Ben, bağlantısı çok güçlü bir beşerim. Çabucak gidip orada yanlış yapmışım derim, özür dilerim. Nitekim farkına vardığımı ispat ederim. Mesela teyzem beni çok severdi. Ben de onu çok severdim lakin gösteremedim. Öldükten sonra geç kalıyorsunuz. Ancak o beni duyuyordur. Onu çok sevdiğimi tekrar söylerim. Çok şükür annem hayatta ve o yanılgımdan ders alıp çok daha yeterli bir bağlantı kuruyorum.

Onu nasıl sevdiğinizi tanım eder misiniz?

Bazen bir tanım oluyor. Ben bir sefer şöyle bir cümle kullanmıştım eşim için. “Çok ukalalık yapmak istemiyorum. O yüzden bir insan, öbür bir insanı en fazla benim sevdiğim kadar sevebilir.” Benden daha fazla kimse sevemez lafı vardır. Ben ona dedim ki; tamam herkes sevebilir fakat en fazla benim sevdiğim kadar sevebilir.
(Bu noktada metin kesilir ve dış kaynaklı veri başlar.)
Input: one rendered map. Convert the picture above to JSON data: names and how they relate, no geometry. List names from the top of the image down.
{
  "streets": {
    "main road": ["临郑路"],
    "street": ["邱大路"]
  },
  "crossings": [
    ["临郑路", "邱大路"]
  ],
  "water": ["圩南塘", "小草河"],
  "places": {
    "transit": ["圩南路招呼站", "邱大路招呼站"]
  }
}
Dilediğiniz bireye, dilediğiniz bir soruyu 83 milyonun izlediği programda sorma imkanı verildi size. Bu kim olurdu ve ne sorardınız?
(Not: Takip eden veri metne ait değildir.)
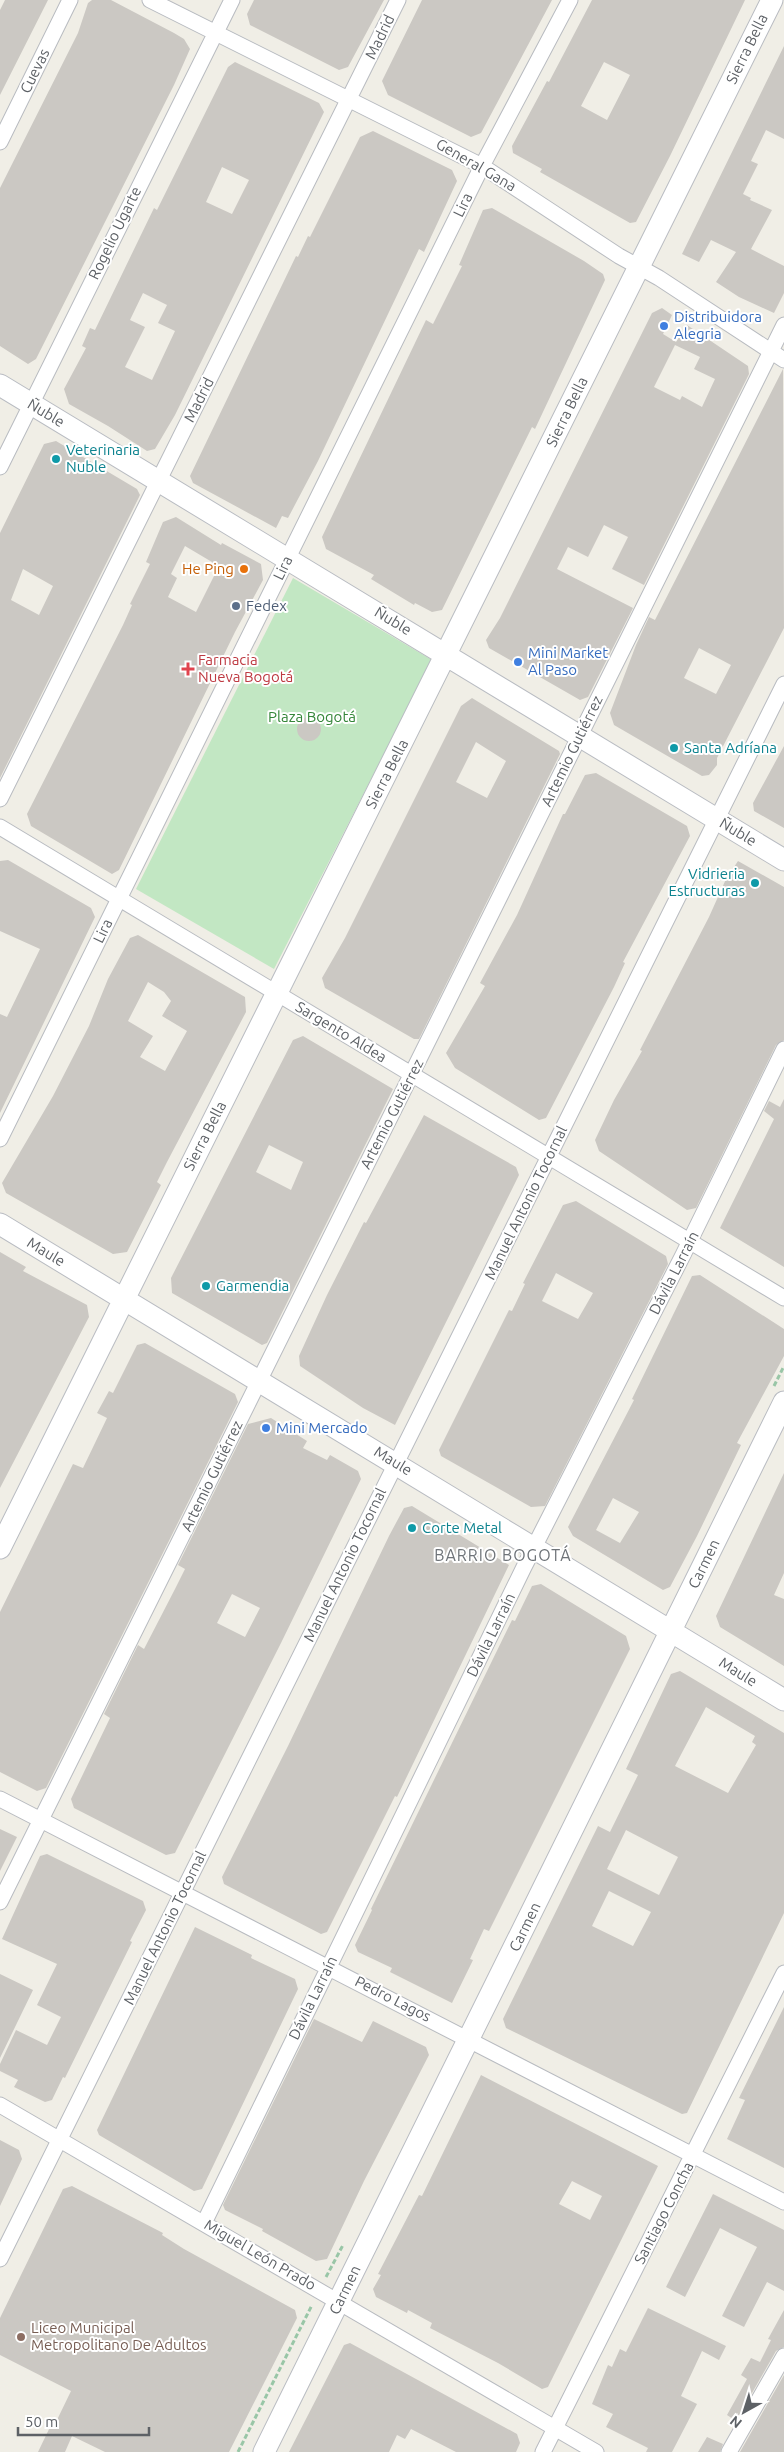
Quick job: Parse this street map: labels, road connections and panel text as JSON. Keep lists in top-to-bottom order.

Ben çok soru sorarım. Neden? Geçmişle ilgili, dalla ilgili, yurt dışındaki bestekarlara sorabilirim. Bu noktaya gelmek için izlediğiniz süreç nedir? Nasıl gelişti? Ben, başımda bir süreç belirledim. Benim çizdiğim yol, sizin çizdiğiniz yolla paralellik gösteriyor mu? Yoksa daha farklı bir şey mi yapmalıyım? John Williams’a, Alexandre Michel Gérard Desplat’a… Bunlara sormak istedim. En azından başımda kurduğum hayallere ulaşmak için nasıl bir yol izlemeliyim?